The transaction closed early in the fourth fiscal quarter. The Company
continues to make progress towards finalizing its exit from the Newbern,
Tennessee manufacturing facility and the move of horizontal engine
manufacturing from its Auburn, Alabama plant to China. As noted previously,
pre-tax restructuring costs for the third quarter and first nine months of
fiscal 2013 were $6.6 million and $18.4 million, respectively. The total
estimated pre-tax expense related to restructuring actions in fiscal 2013 is
expected to be $20 million to $22 million. In addition, the Company continues
to anticipate pre-tax savings associated with restructuring actions of $32
million to $37 million in fiscal 2013 and $40 million to $45 million in fiscal
2014 as compared to 2012.
Share
Repurchase Program:
On
August 10, 2011, the Board of Directors of the Company authorized up to $50
million in funds for use in a common share repurchase program with an
expiration of June 30, 2013. On August 8, 2012 the Board of Directors of the
Company authorized up to an additional $50 million in funds associated with the
common share repurchase program and an extension of the expiration date to June
30, 2014. The common share repurchase program authorizes the purchase of shares
of the Company's common stock on the open market or in private transactions
from time to time, depending on market conditions and certain governing loan
covenants. During the first nine months of fiscal 2013, the Company repurchased
approximately 1.2 million shares on the open market at an average price of
$18.96 per share.
Revised
Outlook:
Due
to continued weakness in consumer spending for outdoor power equipment in our
international markets and a significantly reduced market for snow thrower
products in the U.S. and Europe, we are revising our fiscal 2013 net income
projections to be in a range of $56 million to $65 million or $1.16 to $1.33
per diluted share. These net income projections include the results of the
Branco acquisition closed on December 7, 2012 and are prior to the impact of
any additional share repurchases and costs related to our announced
restructuring programs.
The
market growth estimates of 4% to 6% for the U.S. lawn and garden market remain
unchanged; however, the lower end of the net income projections contemplate a
later start to the spring lawn and garden season in the U.S. which could
potentially have the impact of extending the season past fiscal 2013 at the end
of June and into the first quarter of
fiscal 2014.
The
Company previously indicated that it would exit sales of lawn and garden
products to national mass retailers. The estimated impact of exiting this
business in fiscal 2013 is approximately $100 million of reduced sales.
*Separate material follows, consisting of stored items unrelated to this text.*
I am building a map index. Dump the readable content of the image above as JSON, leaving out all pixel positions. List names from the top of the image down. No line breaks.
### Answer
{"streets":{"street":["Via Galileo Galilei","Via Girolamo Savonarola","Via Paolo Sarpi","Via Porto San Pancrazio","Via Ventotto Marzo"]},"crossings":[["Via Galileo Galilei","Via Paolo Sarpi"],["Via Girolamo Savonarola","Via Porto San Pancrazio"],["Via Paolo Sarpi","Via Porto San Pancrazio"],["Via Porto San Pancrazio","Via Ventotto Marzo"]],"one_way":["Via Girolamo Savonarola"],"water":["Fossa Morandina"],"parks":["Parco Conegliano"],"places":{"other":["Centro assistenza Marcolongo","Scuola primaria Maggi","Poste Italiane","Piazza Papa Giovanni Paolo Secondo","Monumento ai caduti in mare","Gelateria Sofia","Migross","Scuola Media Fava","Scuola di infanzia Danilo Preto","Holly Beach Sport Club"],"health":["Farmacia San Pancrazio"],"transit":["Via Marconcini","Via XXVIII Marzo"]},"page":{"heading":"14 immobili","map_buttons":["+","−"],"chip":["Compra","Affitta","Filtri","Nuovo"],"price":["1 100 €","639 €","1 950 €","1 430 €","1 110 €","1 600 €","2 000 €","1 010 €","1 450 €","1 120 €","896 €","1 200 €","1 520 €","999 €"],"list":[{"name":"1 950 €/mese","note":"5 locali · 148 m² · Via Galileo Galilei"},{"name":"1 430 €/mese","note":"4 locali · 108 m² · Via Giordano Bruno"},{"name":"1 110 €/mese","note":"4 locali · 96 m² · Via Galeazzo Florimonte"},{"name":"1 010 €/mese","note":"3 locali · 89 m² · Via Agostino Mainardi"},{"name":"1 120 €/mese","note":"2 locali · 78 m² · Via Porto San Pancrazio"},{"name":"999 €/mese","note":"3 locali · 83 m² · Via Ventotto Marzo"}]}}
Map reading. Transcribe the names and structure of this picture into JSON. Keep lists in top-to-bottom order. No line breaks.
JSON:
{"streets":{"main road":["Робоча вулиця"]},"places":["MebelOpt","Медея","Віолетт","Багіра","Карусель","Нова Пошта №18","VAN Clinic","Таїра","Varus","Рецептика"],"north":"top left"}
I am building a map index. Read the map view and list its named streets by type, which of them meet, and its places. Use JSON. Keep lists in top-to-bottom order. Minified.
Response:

Although sales in the first nine months of fiscal 2013 were favorably impacted
by sales of generators in response to power outages during Hurricanes Isaac and
Sandy, drought conditions and a lack of meaningful snowfall in a significant
portion of the U.S. prior to February and a reduction in sales demand from many
of our international markets have continued to negatively impact shipment
volumes, offsetting the storm benefit.
Our
fiscal 2013 consolidated net sales are projected to be in a range of $1.95
billion to $2.0 billion. Operating
income margins are expected to improve over fiscal 2012 and be in a range of
4.8% to 5.3% and reflect the positive impacts of the restructuring programs
announced during fiscal 2012. Interest expense and other income are estimated
to be approximately $18 million and $7 million, respectively. The effective tax
rate is projected to be in a range of 30% to 33%, and capital expenditures are
projected to be approximately $45 million to $50 million.
About
Briggs and Stratton Corporation:
Briggs
and Stratton Corporation, headquartered in Milwaukee, Wisconsin, is the world's
largest producer of gasoline engines for outdoor power equipment. Its wholly
owned subsidiaries include North America's number one manufacturer of portable
generators and pressure washers, and it is a leading designer, manufacturer and
marketer of lawn and garden and turf care through its Simplicity®, Snapper®,
Ferris®, Murray®, Branco® and Victa® brands. Briggs and Stratton products are
designed, manufactured, marketed and serviced in over 100 countries on six
continents.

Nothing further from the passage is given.